Starting with the Nautical Almanac: there are different treatments for the stars and for the Sun, Moon and planets. The stars are more or less fixed on the imaginary celestial sphere. They don't move in relation to one another. The Sun, Moon and planets do, so their use in celestial navigation is a little more complicated. The positions of the stars are specified in relation to the First Point of Aries (equivalent to the Prime Meridian) and a Celestial Equator (equivalent to Earth's equator.) That gives a way of locating each of the stars with just two numbers: sidereal hour angle (like west longitude) and declination (like latitude). Since they're in fixed positions on the celestial sphere while the Earth is rotating there must be a reference that tells where the first point of Aries is in relation to the Prime Meridian. That's why Aries has a column with the Sun, Moon and planets giving its GHA, its angular distance from the prime meridian, and the stars are located with respect to it.

With just the information in the daily tables and the time you can calculate the point on the Earth a star is directly above: its GP. The longitude of the GP is equal to the star's SHA, plus Aries' GHA. GP's latitude is equal to star's declination.

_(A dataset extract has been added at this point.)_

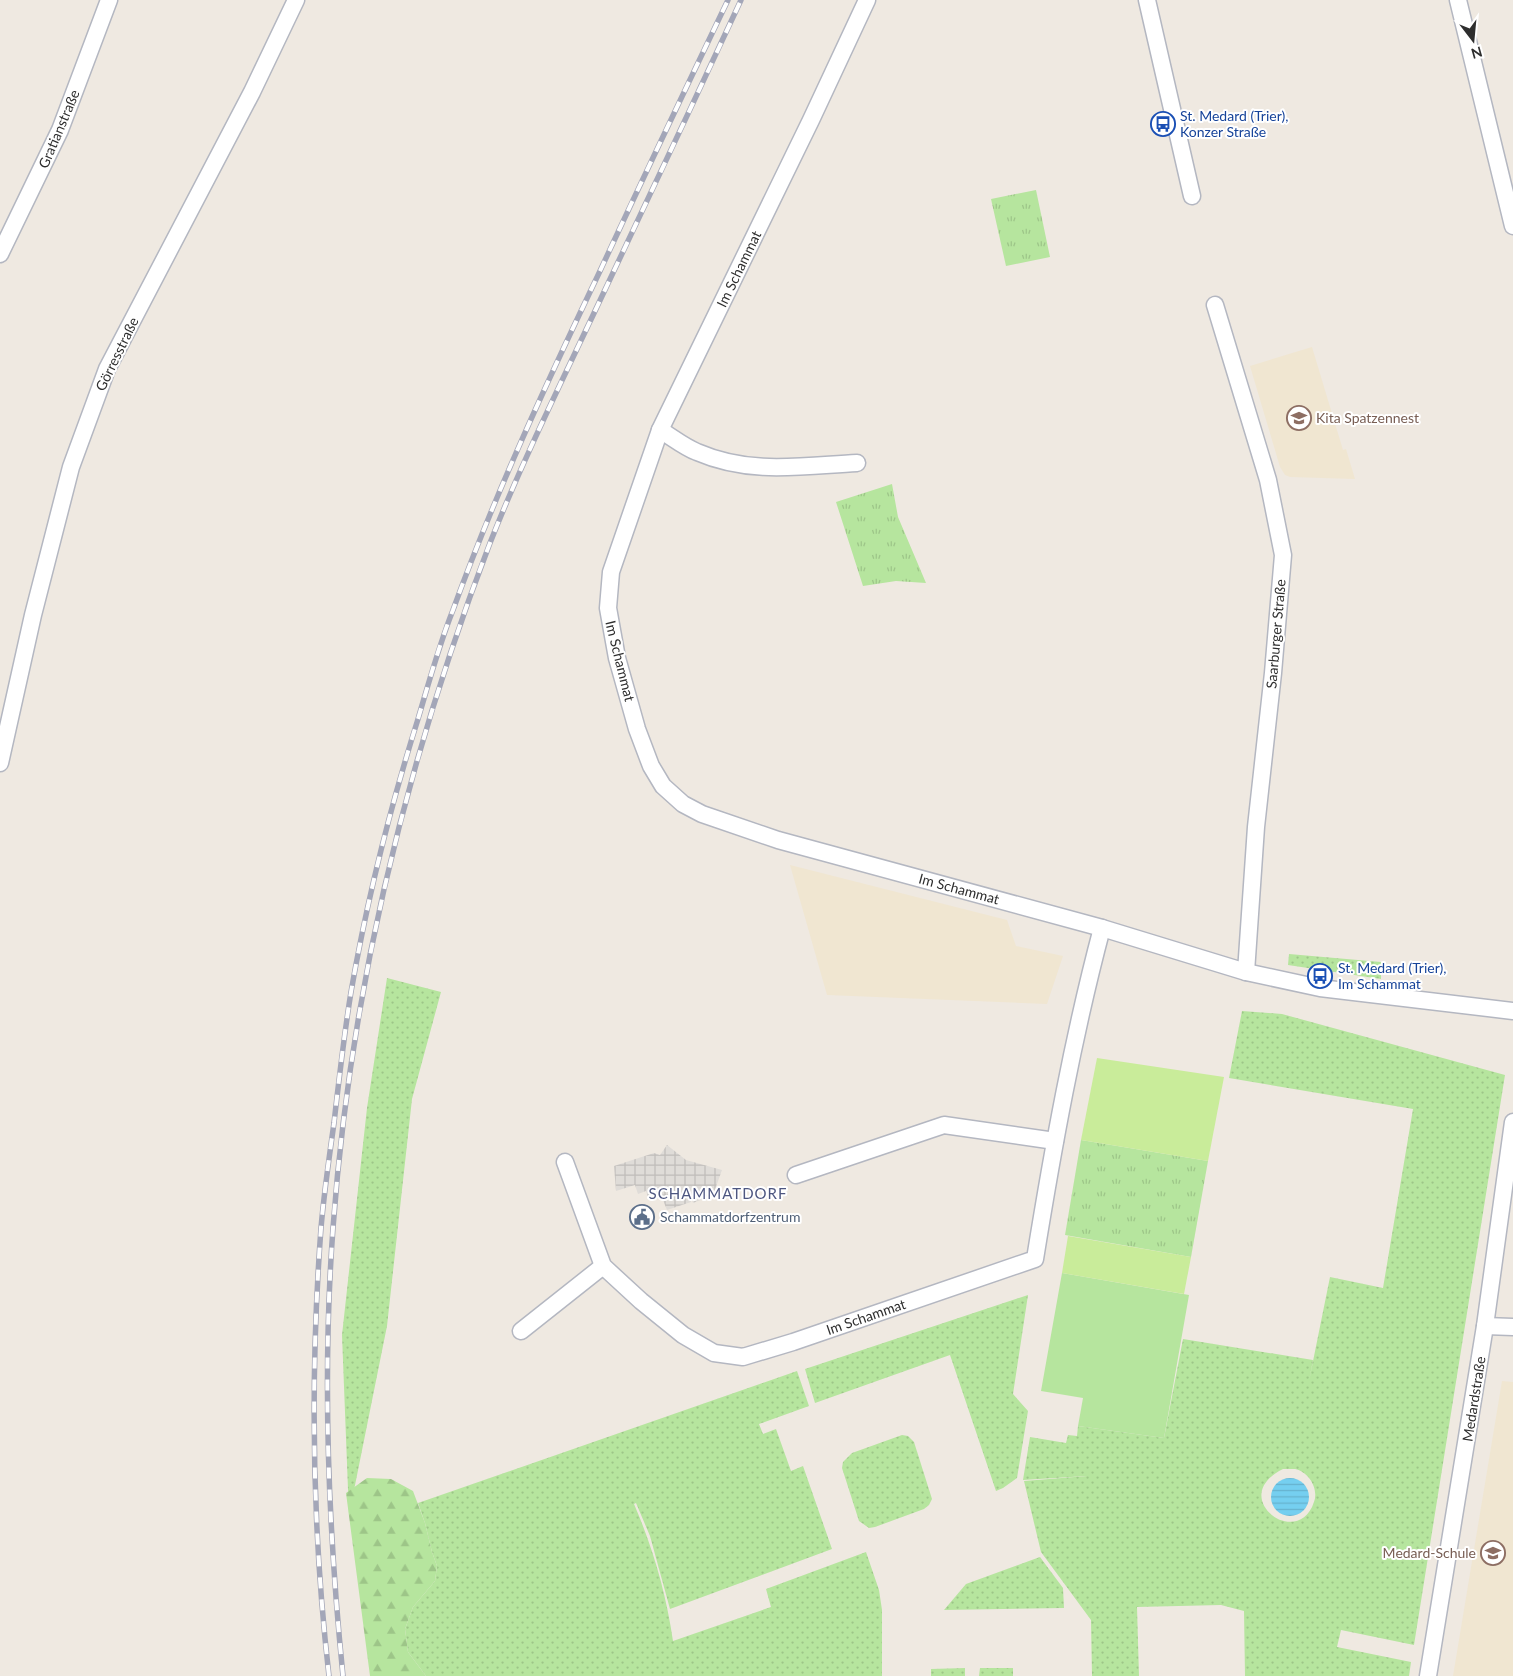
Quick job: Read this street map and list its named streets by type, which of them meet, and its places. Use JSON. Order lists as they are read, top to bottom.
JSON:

Using a sextant you can measure its altitude. Then your distance from the star's GP is 90 degrees minus that altitude. For example, if its altitude is 40 degrees, you're 50 degrees away from its GP. Each degree of arc is 60 nautical miles. So, if you had a globe and a compass you could draw a 3000 nautical mile radius circle on the globe and know your ship was somewhere on that circle at the time of the sight. If you have two star sights, the two positions where the circles intersect are two possible locations. With three sights there would only be one intersection for all three.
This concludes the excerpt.